Archive for January, 2010

Rembrandt’s Judas Returning Thirty Pieces of Silver

January 7, 2010

What’s on Your Palatte?

January 7, 2010

Towering over all Dutch Baroque painters is Rembrandt van Rijn. Like many of his 15th Century contemporaries, Rembrandt painted portraits, landscapes and genre scenes.  He refused to specialize in painting and succeeded in all.  By masterfully blending light and darkness on his canvasses, created the essential drama of the characters and objects he was painting.  In so doing, he revealed a depth of intensity and a deep understanding of the subject’s character.

Rembrandt painted for his own pleasure as well as for commissions from individual patrons. Though he painted Biblical scenes, as a rule, he did not accept commissions from the Church.  One example is Judas Returning Thirty Pieces of Silver. In this painting a distraught Judas is shown with the Temple rulers after his betrayal of Jesus.  He has just hurled the silver coins at them.  All six subjects seem to be caught in mid-action as if in a movie still.  Judas’ face receives more light than the other five, but immediately your eye is drawn to the most brightly lit object which is the open Torah.  From there, the light in the painting seems to climb the cloak of one ruler and then creep around the faces and the shoulders of the other subjects in the group. This circular pattern of light leads the eye once again to the Torah. 

What palatte, or group of colors did Rembrandt use in this painting?  The paint tubes would have come with names such as burnt sienna, burnt umber, lamp black, gold ochre, ultramarine blue, and deep violet.  Rembrandt’s body of work consisted of canvases of mostly brown and blacks, with other subdued hues for emphasis.  Rembrandt used color to reveal light and darkness in a most controlled manner.  He brought emphasis to his canvases by the use of light and color.
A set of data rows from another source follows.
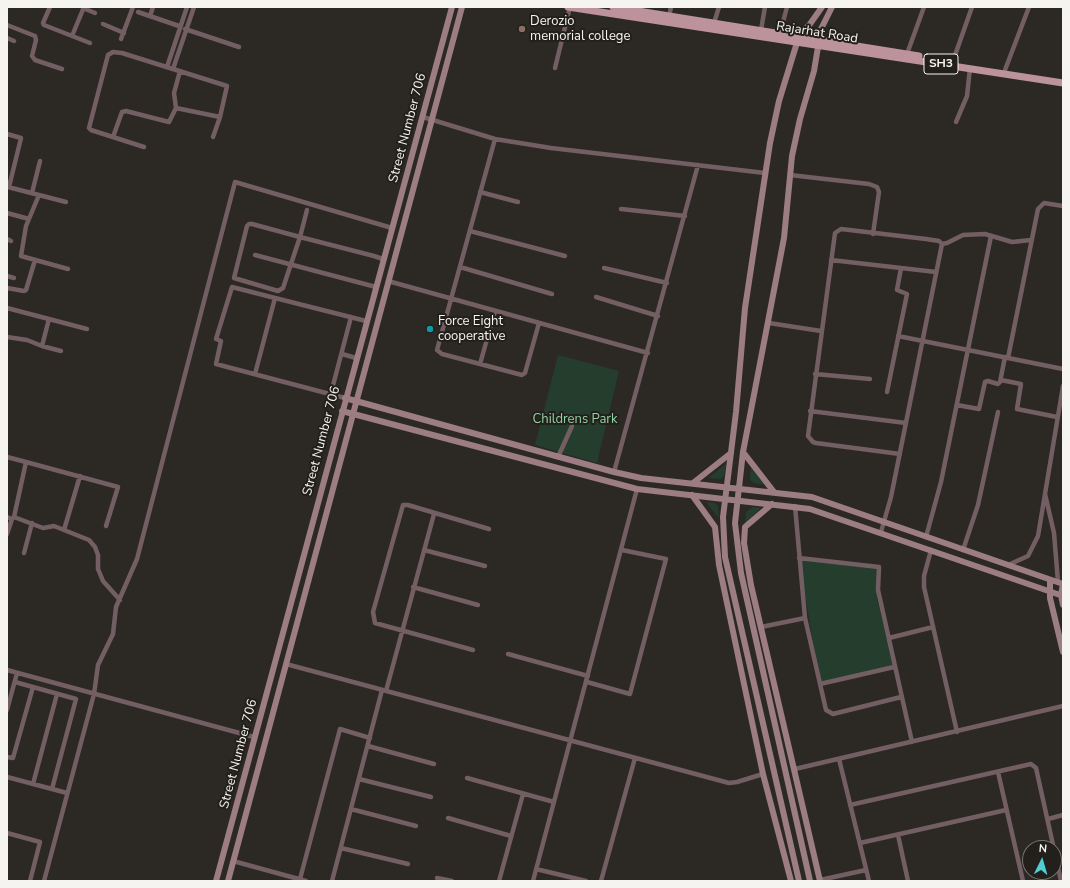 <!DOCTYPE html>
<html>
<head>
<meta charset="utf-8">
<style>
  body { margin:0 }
  #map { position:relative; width:1070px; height:888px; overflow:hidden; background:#2c2925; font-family:"Nunito Sans",sans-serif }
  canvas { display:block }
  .frame { position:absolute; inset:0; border:8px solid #f6f4f1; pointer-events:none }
  .north { position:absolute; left:1022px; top:840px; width:40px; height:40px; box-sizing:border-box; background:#231f1b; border:1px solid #777471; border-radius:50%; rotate:5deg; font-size:11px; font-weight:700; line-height:16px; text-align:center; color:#f6f4f1 }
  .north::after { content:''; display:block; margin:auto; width:14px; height:18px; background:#51ccd1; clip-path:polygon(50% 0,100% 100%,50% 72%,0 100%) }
</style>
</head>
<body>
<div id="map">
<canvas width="1070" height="888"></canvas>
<div class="frame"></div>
<div class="north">N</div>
</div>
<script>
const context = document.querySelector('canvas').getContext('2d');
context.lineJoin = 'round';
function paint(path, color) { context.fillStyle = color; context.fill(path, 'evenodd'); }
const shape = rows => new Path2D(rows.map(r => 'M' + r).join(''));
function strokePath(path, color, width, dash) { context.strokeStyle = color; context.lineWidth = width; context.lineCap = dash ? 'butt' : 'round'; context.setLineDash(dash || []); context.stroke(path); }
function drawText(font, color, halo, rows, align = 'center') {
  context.font = font + ' "Nunito Sans",sans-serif'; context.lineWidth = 4; context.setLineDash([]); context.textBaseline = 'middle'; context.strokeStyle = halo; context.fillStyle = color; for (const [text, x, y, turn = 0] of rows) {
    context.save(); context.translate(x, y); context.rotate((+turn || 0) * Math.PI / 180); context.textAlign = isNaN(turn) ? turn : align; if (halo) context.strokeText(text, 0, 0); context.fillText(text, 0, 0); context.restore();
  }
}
const green = shape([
  [558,355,619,371,597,463,535,445],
  [726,464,724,475,721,479,708,478],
  [751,467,765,485,754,483,750,480],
  [706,502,715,503,718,506,719,518],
  [753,507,761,508,745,524,746,512],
  [799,558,879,567,877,599,894,667,820,684]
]);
const street = shape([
  [50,7,43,23,44,25,90,43],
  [83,8,95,13],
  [138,12,179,26],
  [150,16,153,7],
  [669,17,671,7],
  [714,23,719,7],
  [103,24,124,33],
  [7,25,35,36,36,40,32,56,35,60,62,69],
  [185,29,239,47],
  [761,30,765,7],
  [780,33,787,7],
  [72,36,84,7],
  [7,38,14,41],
  [121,39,133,7],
  [907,54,924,7],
  [953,61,972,7],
  [167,67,187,7],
  [555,68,570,7],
  [173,69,194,7],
  [1005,70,1029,7],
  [176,108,220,117,213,137],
  [423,117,495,139,551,148,765,173],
  [956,122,967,96,970,68],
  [7,134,21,138,9,187],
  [113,137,122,112,126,111,169,122,176,108,174,93,180,71],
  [495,139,437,350,442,354,522,375,525,373,539,323],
  [144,147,91,130,89,128,108,55,113,52,122,53,227,86,220,117],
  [790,175,869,184,877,187,879,192,873,234],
  [8,187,66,202],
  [480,192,518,202],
  [32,193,40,161],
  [39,195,26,226,21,256,68,269],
  [621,209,685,216],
  [307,210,300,237,283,288,278,291,234,278,247,226,249,224,252,224,300,237,374,256,383,259],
  [7,213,29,219],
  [470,231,565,256],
  [7,239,11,241],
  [255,255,376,287],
  [831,260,936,272],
  [460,267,552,294],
  [604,268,667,283],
  [7,276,14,278],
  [388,281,648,353],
  [7,288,24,291,26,290,35,260],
  [596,297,658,316],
  [275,298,366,321],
  [7,308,87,329],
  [49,319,42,346,61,351],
  [769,323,821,331],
  [898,336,1063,369],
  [7,337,27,340,42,346],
  [342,354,356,358],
  [1008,358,1038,209,1044,203,1063,206],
  [480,364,495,311],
  [255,374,275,298,232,287,216,339,221,341,216,364,345,398],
  [815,374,870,379],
  [1001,380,1021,384,1017,409,1057,417],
  [887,392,907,294,897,290,901,268],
  [331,393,351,317],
  [957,405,979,409,985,382,988,381,998,384,1000,382,1005,357],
  [810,411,906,423],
  [900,454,816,443,813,442,808,436,835,233,841,229,926,239,939,241,942,244,947,243,963,235,985,234,1012,242,1031,240],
  [7,457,26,462],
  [558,457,572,426],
  [614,472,698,165],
  [1045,494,1054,533,1058,582],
  [795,506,805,618,826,710,833,714,901,697],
  [7,517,12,519,14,517,43,528,54,526,89,540,95,547,98,555,98,569,103,581,120,600],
  [14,517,26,462,118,487,106,526],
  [64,530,80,476],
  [881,532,891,497,942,244],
  [7,534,12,519],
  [926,537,941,482,991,236],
  [424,550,485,566],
  [931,550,924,576,924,587,957,732],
  [963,550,978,505,998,412],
  [24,553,32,523],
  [799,558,879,567,878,590,912,742],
  [1008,565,1028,556,1038,536,1063,386],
  [413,587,478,605],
  [761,627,805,618],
  [889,638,933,627],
  [473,650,375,623,373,612,403,505,408,505,489,529],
  [508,654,588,676],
  [286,664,729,783,737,782,763,774],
  [7,670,254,737],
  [587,682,630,694,666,559,622,550],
  [820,684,894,667],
  [386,691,434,514],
  [7,710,17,673],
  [368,746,434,764],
  [7,757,13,758,33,687],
  [839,759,869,881],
  [795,769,1063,706],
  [998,772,1023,881],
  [7,777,52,789,76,699,15,682],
  [467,778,554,802],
  [359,779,431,797],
  [33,784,57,694],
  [52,789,67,793],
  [850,805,1031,764,1036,768,1061,881],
  [351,809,416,826],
  [448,818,511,836],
  [1048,819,1063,815],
  [7,833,40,842,30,881],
  [898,835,908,881],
  [860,843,1006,810],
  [341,848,408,864],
  [233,861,306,881],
  [536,869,586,881],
  [437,878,452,881],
  [300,879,340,729,370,738],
  [820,880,866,870],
  [44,881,94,694,98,665,113,634,116,607,137,559,235,182,392,228],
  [332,881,382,690],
  [499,881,523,794],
  [533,881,637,489],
  [601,881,635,758]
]);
const secondary = shape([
  [345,398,614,472,641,478,812,497,1063,584],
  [342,411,637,489,810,509,1063,596],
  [743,452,774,492],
  [693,483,731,453],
  [692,495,715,527,719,565,763,774,791,881],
  [772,504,745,527,744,543,751,585,820,881],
  [1050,580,1050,598,1063,652],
  [1063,584,1061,595,1063,605],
  [216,881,452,7],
  [228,881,462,7],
  [799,881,725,557,723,517,736,412,745,308,770,143,779,101,799,36,810,24,822,7],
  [810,881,741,573,735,523,743,452,784,238,792,156,800,119,814,71,821,29,832,7]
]);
const primary = shape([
  [568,7,1063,83],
  [613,7,919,56]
]);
const markers = [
  [522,29,4,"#8d6e63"],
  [430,329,4,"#0f9aa8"]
];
const shields = [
  [941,64,34]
];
const shieldNames = [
  ["SH3",941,64]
];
const poiNames = [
  ["Derozio",530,22],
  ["memorial college",530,37],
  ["Force Eight",438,322],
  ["cooperative",438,337]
];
const streetNames = [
  ["Rajarhat Road",817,33,9],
  ["Street Number 706",408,128,-75],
  ["Street Number 706",322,441,-75],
  ["Street Number 706",239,754,-75]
];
const parkNames = [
  ["Childrens Park",575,420]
];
paint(green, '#243d2d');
strokePath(street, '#735f63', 4.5);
strokePath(secondary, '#9c7d83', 6);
strokePath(primary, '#bc939c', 7);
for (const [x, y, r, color] of markers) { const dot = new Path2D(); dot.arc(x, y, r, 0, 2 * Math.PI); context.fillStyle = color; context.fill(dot); strokePath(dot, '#231f1b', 1.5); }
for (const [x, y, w] of shields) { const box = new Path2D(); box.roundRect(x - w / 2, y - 10, w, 20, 3); context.fillStyle = '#231f1b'; context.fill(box); strokePath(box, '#f6f4f1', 1); }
drawText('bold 12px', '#f6f4f1', null, shieldNames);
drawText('13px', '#f6f4f1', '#231f1b', poiNames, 'left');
drawText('13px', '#f6f4f1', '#231f1b', streetNames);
drawText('13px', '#90d0a6', '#231f1b', parkNames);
</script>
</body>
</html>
Contrast this palatte and style of painting with the 19th Century Impressionists. Impressionists were said to be intoxicated with light. The Impressionist movement began with Claude Monet’s Impression-Sunrise.  Monet demonstrated that it was not the rising sun that he was painting, but rather the impression it had left on him.  The brush stokes on the canvas are visible and appear spontaneous.  Most Impressionist paintings are vividly colored landscapes, some interiors, and genre scenes.  Color is often used unconventionally.  For example, a still life might show violet shadows cast by a group of oranges on a white tablecloth. The palatte consisted of paint with names like cadmium orange, veridian green, thalo blue, and lead white. Browns and blacks would be there too, but they played a lesser role in the background. Other times black was placed in juxtaposition to contrast  the strong primary hues.

Baroque painters and Impressionist painters both reveal the power of light to the beholder, but in radically distinct ways.  Both painted to reveal the power of light.  Both painted not so much what is seen, but how it is seen by the artist.  Both say with an entirely different palatte, “Isn’t light wonderful?” See what light reveals!

So reader, what do you have to work with?  Each of us has certain gifts, abilities and talents.  As for me, my father was musically gifted and very unathletic. In contrast, my mother was very athletic and couldn’t “carry a tune in a bucket”….in other words, she was tone deaf!  I inherited two characteristics…gifts from each of them.  Let me help you guess as I tell you that I was always the last one to be picked for the softball games at school and in order not to offend those around me I sing quietly in a group setting. I have just described my gifts in the way that most of us have come to see our gifts; I have told you what gifts I do not have, rather than the talents and gifts I actually possess.

Madeliene L’Engle said in Walking on Water,(p.148) ,”All artists must listen, but not all hear great symphonies, see wide canvases, conceive complex character-filled novels, and it is an act of faith.” This is true of life as well, for the degree of talent is immaterial when it comes to living artful, creative lives.  Lending an ear and listening are not the same.  Looking requires less of us than seeing.  Effort is required.  I think you know the difference.

Today, what are you seeing and hearing? What is on your palatte? “Great artists carry on with their work on the lines God has laid out for them, quite unaffected by the esthetic worked out for them by philosophers” according to  Dorothy Sayers.  What are you working on?  What will you do with it? Do what you can with what you have. What “beauty” will come of your efforts?